[Data shown]
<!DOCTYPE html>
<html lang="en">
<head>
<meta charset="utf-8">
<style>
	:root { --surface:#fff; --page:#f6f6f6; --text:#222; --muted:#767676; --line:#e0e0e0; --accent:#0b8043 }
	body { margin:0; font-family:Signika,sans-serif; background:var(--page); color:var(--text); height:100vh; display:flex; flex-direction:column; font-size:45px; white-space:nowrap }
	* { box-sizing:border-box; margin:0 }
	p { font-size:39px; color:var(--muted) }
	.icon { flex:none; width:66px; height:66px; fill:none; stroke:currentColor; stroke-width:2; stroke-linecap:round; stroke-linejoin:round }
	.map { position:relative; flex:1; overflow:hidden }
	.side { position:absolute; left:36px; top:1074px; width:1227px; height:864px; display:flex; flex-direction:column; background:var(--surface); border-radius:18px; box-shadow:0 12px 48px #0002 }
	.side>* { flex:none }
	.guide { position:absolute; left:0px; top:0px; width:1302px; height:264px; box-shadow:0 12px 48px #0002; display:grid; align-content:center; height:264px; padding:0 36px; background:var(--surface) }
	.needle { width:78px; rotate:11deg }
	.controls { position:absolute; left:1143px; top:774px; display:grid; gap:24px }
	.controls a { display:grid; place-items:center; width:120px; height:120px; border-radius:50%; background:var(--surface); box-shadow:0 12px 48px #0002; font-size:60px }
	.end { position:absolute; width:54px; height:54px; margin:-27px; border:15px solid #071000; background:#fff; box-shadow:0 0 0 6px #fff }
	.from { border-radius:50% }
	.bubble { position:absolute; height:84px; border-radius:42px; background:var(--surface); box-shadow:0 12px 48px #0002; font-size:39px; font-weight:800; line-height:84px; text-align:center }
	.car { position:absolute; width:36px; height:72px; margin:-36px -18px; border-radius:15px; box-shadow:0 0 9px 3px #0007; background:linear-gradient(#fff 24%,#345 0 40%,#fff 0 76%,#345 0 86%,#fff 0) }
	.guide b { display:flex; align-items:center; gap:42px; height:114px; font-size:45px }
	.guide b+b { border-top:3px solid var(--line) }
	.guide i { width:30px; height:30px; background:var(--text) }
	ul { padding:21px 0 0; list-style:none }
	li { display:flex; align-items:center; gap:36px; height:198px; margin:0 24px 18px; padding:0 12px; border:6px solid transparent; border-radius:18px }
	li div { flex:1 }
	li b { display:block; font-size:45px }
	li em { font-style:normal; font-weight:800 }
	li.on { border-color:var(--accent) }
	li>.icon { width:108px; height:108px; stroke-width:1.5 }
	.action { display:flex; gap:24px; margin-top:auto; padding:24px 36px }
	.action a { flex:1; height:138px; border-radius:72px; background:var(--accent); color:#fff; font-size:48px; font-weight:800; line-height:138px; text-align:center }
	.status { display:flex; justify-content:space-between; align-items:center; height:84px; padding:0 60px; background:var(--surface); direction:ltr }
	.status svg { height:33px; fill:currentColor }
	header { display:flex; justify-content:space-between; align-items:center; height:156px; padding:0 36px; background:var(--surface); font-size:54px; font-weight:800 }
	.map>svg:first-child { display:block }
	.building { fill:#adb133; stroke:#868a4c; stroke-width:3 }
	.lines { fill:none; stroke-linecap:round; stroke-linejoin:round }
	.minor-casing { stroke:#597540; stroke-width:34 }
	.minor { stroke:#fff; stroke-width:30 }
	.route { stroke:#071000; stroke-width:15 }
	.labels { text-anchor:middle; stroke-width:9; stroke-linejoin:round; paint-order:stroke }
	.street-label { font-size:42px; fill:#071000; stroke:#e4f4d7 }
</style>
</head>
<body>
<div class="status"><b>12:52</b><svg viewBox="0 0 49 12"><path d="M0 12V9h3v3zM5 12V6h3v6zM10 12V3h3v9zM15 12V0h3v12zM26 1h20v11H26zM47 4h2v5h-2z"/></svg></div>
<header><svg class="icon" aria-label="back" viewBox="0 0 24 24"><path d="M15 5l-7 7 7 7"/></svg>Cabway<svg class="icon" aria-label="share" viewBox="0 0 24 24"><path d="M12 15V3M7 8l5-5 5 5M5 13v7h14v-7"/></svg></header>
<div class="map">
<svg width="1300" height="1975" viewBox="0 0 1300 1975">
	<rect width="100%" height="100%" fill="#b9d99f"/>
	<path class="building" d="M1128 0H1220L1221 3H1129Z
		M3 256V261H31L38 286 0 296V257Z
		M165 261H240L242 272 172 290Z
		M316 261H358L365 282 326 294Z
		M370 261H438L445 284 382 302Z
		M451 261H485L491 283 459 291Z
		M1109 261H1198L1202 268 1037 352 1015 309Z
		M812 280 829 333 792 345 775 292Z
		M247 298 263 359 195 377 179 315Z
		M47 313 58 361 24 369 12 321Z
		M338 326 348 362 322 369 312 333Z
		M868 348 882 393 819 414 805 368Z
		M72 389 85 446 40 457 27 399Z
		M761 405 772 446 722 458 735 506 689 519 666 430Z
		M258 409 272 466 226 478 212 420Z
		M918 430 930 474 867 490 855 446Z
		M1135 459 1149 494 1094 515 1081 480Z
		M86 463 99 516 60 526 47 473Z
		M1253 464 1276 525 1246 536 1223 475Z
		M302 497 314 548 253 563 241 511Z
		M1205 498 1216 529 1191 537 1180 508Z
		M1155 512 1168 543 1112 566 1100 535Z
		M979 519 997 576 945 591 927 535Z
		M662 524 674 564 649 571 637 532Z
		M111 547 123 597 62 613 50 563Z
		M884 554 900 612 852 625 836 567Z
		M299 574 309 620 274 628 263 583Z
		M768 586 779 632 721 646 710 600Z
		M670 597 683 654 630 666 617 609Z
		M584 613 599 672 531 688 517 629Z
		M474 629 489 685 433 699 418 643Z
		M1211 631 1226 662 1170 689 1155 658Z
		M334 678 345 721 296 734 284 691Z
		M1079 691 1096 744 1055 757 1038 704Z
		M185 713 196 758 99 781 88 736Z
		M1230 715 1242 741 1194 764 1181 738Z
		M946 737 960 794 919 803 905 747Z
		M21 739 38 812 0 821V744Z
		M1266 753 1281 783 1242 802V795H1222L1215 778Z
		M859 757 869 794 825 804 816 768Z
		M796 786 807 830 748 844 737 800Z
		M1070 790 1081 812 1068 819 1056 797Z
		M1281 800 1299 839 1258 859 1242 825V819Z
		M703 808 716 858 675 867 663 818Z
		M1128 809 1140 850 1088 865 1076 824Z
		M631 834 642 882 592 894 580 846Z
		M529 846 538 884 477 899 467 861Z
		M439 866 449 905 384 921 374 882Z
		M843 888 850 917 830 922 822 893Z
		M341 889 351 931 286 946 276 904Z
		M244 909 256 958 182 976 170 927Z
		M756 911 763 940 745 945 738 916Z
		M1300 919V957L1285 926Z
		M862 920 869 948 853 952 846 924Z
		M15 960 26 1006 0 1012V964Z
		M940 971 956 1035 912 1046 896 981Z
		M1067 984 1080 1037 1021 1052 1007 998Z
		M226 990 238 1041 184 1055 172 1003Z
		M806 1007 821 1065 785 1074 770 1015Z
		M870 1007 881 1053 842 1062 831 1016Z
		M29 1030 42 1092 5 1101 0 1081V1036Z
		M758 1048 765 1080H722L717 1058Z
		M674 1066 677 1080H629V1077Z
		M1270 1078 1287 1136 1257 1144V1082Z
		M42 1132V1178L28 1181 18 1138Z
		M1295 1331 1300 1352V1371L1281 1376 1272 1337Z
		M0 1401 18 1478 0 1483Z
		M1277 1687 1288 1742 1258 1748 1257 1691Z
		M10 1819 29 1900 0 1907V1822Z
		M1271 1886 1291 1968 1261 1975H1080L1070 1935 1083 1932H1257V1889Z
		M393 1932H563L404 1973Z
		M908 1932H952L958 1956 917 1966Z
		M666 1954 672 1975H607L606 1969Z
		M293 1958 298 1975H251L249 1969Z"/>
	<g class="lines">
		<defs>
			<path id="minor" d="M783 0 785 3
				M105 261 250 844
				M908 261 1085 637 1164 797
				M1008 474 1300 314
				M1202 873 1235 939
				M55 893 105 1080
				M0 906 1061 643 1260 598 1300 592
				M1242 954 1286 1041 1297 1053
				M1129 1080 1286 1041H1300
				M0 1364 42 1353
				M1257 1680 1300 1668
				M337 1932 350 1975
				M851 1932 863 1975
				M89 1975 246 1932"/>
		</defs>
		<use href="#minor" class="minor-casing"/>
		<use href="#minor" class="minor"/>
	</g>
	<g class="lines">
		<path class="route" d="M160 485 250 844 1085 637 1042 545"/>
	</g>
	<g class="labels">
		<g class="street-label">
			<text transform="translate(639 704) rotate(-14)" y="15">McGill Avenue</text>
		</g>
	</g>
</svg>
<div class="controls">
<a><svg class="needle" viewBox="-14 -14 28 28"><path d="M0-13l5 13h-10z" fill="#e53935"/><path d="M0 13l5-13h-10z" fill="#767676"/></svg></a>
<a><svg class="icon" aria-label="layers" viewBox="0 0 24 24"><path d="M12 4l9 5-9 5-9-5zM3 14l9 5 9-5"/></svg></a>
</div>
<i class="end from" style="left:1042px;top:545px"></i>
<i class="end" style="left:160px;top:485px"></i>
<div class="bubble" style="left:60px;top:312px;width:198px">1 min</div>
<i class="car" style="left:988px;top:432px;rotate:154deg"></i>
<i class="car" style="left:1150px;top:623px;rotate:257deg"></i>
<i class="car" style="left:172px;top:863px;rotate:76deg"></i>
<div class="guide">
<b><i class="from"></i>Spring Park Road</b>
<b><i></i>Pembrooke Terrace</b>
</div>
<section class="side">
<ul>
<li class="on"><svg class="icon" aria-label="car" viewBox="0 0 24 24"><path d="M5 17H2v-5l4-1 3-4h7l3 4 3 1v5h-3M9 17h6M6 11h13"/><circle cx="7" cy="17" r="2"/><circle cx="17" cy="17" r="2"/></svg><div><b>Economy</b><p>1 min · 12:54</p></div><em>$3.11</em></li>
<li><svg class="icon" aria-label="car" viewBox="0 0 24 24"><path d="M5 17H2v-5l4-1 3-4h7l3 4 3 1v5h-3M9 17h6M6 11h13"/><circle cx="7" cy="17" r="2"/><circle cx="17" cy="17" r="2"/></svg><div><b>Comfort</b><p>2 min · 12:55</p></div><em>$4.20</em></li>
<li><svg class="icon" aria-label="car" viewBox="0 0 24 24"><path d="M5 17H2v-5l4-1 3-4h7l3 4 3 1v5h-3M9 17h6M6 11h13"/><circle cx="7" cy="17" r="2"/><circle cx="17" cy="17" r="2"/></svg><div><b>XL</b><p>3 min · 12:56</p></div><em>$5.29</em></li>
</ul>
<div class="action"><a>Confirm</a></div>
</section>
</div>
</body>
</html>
[/Data shown]
> **Aim of the exercise**: Across all the entries, count the lines that contain "linecap", and state nothing but the total.

> **Task result**: 2